# I'm so glad



## texasred (Jan 29, 2012)

these dogs don't shed. Can someone tell me what this stuff is? I get a pile of it every time I brush them.


----------



## lilyloo (Jun 20, 2012)

What brush do you use? We're looking for one that actually works on their short hair. I usually just have my husband vigorously rub her. Lol. She loves it and it gets off all the excess, loose hair.


----------



## texasred (Jan 29, 2012)

Its just a rubber curry comb that I use on them.
I have heard the groomers stone also works well.
I need to buy one just to try it out.


----------



## MCD (May 4, 2013)

I often find that stuff on my car seats. It's not a lot but still.....
I have a curry comb for the cats(same as would be used on a horse) that we should probably use on Dharma. We don't usually brush her though. She is constantly cleaning herself and does that much hair really come off constantly?


----------



## texasred (Jan 29, 2012)

> does that much hair really come off constantly


Even though their coats look slick, and shiny, that's about the norm.


----------



## einspänner (Sep 8, 2012)

We should experiment! 10 wirehair owners and 10 vizsla owners should collect the hair they get off their dog in one year's time. I think we'll come out even. Who's with me? 

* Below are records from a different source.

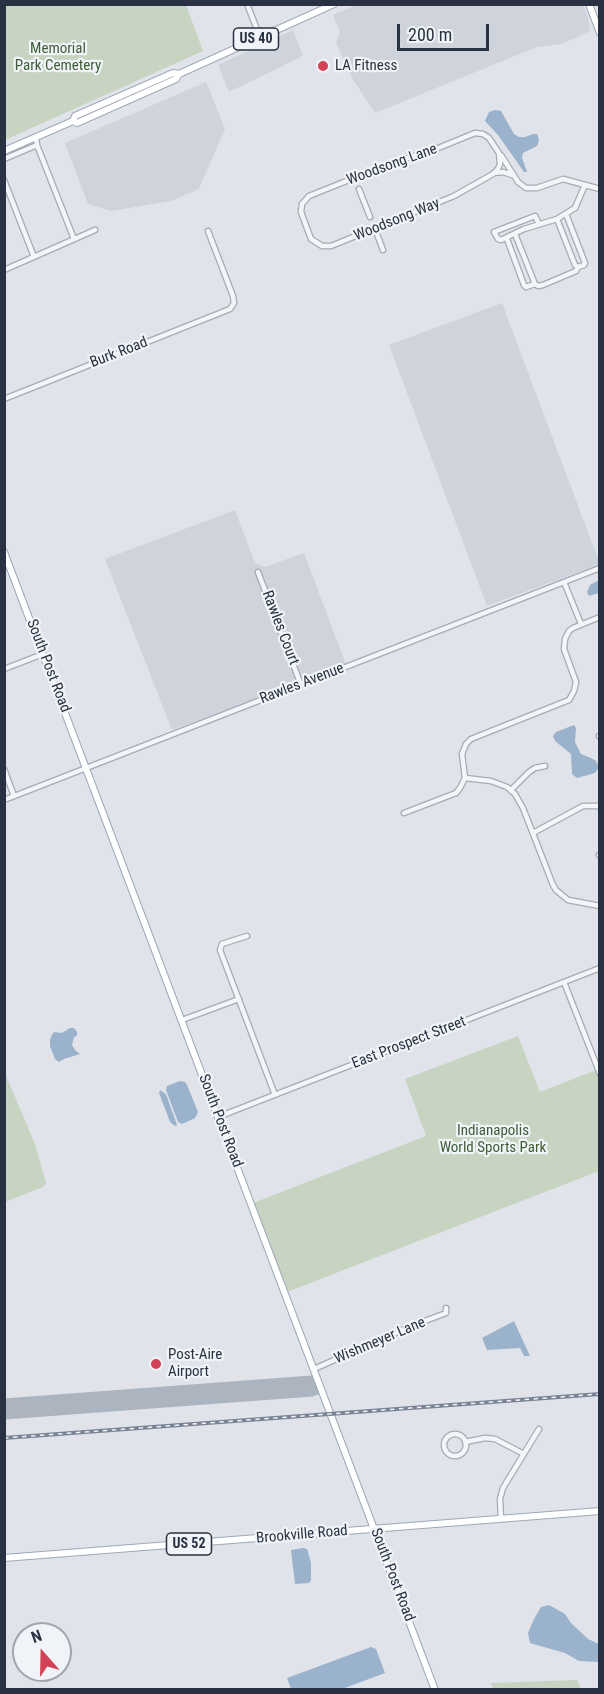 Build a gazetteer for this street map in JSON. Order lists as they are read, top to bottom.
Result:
{
  "streets": {
    "main road": [
      "US 40",
      "South Post Road",
      "Brookville Road",
      "US 52"
    ],
    "street": [
      "Woodsong Lane",
      "Woodsong Way",
      "Burk Road",
      "Rawles Court",
      "Rawles Avenue",
      "East Prospect Street",
      "Wishmeyer Lane"
    ]
  },
  "crossings": [
    ["Woodsong Lane", "Woodsong Way"],
    ["Rawles Court", "Rawles Avenue"],
    ["South Post Road", "Rawles Avenue"],
    ["South Post Road", "East Prospect Street"],
    ["South Post Road", "Wishmeyer Lane"],
    ["South Post Road", "Brookville Road"]
  ],
  "parks": ["Memorial Park Cemetery", "Indianapolis World Sports Park"],
  "places": ["LA Fitness", "Post-Aire Airport"],
  "scale_bar": "200 m",
  "north": "top"
}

No one. The answer is no one.


----------



## pippylongstocking (May 21, 2012)

I don't brush Ester. I usually put a pair of rubber gloves on and give her a rub down on the garden. Gets loads of loose hairs off- and she loves it!


----------



## CrazyCash (Jul 12, 2012)

I agree - I'm so glad that they don't shed! I was playing/wrestling with the dogs earlier and when we were done my shirt looked like the picture below - but I'm sure it had nothing to do with the dogs...


----------



## dextersmom (Oct 29, 2013)

For anyone trying to remove all the hair (that V's don't shed ) out of their cars... you HAVE to try the Gonzo sponge. For some reason the hair doesn't stick the seats in my SUV, but it does terribly in my husband's car. That sponge is a lifesaver! It's a couple bucks on Amazon.

We use the Zoom Groom curry comb outside otherwise. It's interesting, because I get a lot of hair off when grooming Dex, but none off of Birch. With our two, the V seems to hold onto his hair until brushed, but the weim's falls out on it's own (all over the house!).


----------